Perchance to Dream
'To sleep! perchance to dream...' - Hamlet's soliloquy, Act III, scene I
A/N: So this originally came to me as an idea of what Peter wrote about the people he's conned, then I thought of this line from Hamlet and the possibility of Peter being haunted by what he's done to people and what he thought of them at that time. Thus I thought of a dream sequence. Post 3.11 "Reciprocity"
Disclaimer: If I owned Fringe, I would be living it up with the other Fringe writers; but sadly I do not.
Secrecy was never a fine art, yet Peter managed to be a virtuoso of it. His countless movements and actions were kept tucked away in the tiniest of crevices in his mind, locked away in a vault that one could only open with the dozens of keys that he had sealed it with.
He had never considered opening that vault; he'd stashed the keys away out of a desire for forgetfulness.
But he had also never considered that Olivia Dunham would come close to finding them all.
He sat on the edge of his bed, head cupped by his hands as his eyelids drooped. He was fatigued, but it was rare that anyone knew such a fact.
The crimson numbers on the clock next to his bed blurred slightly when he looked at them, but not enough for him to miss that it was past one am.
He crawled up to the head of the bed and settled himself there, his head cushioned by the soft curve of the pillow.
He didn't know how long he drifted for until he slipped under sleep's veil, taken from reality by the shroud of slumber.
Something in the air shifted, a smell tinted with the pang of gasoline and the coarse grit of dust. Sunlight burned over his skin and drew sweat from his brow.
It was Baghdad.
Dust crumbled off the buildings as car horns screeched and people shouted. There was a hint of gunpowder in the air.
And he stood in a tight circle of thugs and miscreants, but whether they were his friend or foe he didn't bother to ask.

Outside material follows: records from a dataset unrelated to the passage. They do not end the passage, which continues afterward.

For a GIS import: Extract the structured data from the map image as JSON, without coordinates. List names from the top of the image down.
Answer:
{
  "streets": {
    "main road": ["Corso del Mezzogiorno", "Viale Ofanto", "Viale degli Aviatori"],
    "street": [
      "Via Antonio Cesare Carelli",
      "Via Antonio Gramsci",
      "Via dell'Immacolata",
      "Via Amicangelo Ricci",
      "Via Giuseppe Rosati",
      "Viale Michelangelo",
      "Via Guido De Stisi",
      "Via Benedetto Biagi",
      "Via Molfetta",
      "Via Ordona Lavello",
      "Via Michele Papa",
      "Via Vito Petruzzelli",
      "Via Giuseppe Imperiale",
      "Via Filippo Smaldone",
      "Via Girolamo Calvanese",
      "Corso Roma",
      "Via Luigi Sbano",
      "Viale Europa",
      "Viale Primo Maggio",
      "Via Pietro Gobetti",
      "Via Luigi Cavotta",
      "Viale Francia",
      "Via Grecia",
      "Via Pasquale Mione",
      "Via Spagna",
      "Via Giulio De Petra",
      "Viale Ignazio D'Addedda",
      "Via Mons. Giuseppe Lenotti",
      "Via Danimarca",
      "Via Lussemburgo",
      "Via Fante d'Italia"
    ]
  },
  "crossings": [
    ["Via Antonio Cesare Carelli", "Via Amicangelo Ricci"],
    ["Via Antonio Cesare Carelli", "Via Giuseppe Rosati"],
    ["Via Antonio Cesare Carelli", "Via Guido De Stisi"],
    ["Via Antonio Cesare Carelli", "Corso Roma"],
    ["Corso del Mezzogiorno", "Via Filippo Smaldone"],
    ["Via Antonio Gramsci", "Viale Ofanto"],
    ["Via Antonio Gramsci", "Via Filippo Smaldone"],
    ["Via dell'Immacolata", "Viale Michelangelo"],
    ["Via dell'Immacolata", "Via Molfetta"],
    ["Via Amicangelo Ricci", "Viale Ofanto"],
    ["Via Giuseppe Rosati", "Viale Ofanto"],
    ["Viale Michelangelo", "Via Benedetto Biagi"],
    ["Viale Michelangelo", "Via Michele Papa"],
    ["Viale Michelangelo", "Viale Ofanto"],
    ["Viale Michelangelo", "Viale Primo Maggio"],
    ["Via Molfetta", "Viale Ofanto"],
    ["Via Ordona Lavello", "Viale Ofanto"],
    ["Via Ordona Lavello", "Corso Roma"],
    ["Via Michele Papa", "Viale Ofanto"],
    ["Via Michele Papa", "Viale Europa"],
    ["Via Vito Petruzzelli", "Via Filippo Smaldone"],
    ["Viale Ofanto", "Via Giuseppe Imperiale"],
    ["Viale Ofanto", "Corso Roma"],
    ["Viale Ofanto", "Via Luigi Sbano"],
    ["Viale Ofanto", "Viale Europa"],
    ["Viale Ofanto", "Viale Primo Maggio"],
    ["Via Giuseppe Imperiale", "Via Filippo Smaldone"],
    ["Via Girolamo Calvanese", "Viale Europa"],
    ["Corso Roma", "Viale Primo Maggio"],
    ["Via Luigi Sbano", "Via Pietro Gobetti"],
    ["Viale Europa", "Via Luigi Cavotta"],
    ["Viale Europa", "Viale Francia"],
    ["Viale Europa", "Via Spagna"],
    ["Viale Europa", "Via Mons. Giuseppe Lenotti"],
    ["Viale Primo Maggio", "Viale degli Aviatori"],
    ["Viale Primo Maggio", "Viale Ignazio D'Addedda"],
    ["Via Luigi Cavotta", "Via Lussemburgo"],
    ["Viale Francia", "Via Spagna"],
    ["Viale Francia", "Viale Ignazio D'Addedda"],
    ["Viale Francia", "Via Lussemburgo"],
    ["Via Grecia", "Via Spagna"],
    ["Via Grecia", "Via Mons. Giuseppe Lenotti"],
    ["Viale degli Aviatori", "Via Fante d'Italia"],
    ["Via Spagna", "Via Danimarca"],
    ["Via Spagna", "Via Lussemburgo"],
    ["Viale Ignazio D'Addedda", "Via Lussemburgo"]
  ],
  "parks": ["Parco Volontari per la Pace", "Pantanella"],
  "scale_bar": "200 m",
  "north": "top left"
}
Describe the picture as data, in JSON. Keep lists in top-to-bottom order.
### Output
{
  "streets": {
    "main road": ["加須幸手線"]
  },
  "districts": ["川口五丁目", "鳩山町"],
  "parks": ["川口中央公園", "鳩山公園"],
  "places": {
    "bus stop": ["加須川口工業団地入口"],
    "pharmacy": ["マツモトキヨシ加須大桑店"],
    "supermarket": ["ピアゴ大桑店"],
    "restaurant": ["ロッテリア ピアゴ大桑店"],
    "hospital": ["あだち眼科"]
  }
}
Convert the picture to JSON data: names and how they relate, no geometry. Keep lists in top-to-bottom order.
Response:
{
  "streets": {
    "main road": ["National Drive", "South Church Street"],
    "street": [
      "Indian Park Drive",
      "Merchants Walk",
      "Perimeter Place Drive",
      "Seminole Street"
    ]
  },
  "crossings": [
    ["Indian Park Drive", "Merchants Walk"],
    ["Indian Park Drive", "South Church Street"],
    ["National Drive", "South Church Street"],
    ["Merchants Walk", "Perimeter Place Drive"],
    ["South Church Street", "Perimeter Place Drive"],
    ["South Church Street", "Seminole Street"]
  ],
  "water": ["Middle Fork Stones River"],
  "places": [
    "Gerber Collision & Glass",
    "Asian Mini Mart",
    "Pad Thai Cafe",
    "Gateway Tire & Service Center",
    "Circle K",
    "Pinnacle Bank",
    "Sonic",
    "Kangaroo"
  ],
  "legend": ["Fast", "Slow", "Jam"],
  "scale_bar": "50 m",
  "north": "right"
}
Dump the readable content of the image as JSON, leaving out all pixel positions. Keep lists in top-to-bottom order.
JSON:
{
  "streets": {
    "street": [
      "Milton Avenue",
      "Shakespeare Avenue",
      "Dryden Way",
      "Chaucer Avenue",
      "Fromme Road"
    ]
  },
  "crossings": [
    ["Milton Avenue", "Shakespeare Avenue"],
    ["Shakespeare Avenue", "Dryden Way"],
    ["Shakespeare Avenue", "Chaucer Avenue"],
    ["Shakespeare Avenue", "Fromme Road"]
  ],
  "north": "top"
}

He stood before his council; a hit man before his superiors. They were imposing at best, terrifying and deathly at their worst; and Peter had a feeling that this scenario wasn't a particularly good one. The words unbearable and remorseless came to mind.
He'd been assigned a target, a rare job because he rarely agreed to it.
But when caught between two ends of a gun, he was never one to be found facing the business end.
The world spiralled and twisted, the entire time he felt something heavy in his hand. When the world settled again he saw the dark revolver in his left hand.
The target was twenty feet away in the centre of a popular market.
The words innocent, unfortunate and sucker popped into his head.
He looked to the gun, poised like a viper in his hand and then to the target. He knew hesitancy was not something they viewed with favour.
He thought of the saying: He who hesitates is lost.
He wondered what that person would say about he who bears arms.
He fired a second later and the sound rippled out through the crowds, inciting a tide of chaos that ripped through the streets.
Somehow the next instant he was running through alleys and roads that were chopped with sunlight. He was never caught.
The world spun and shifted again, whirling into a contorted blaze of colour until he found himself sitting at a coffee bar with a young woman. The name Angelica came to mind.
Their discussion was nothing heavy, regards over the weather and the coffee they drank.
Her eyes seemed distant, but he still liked them.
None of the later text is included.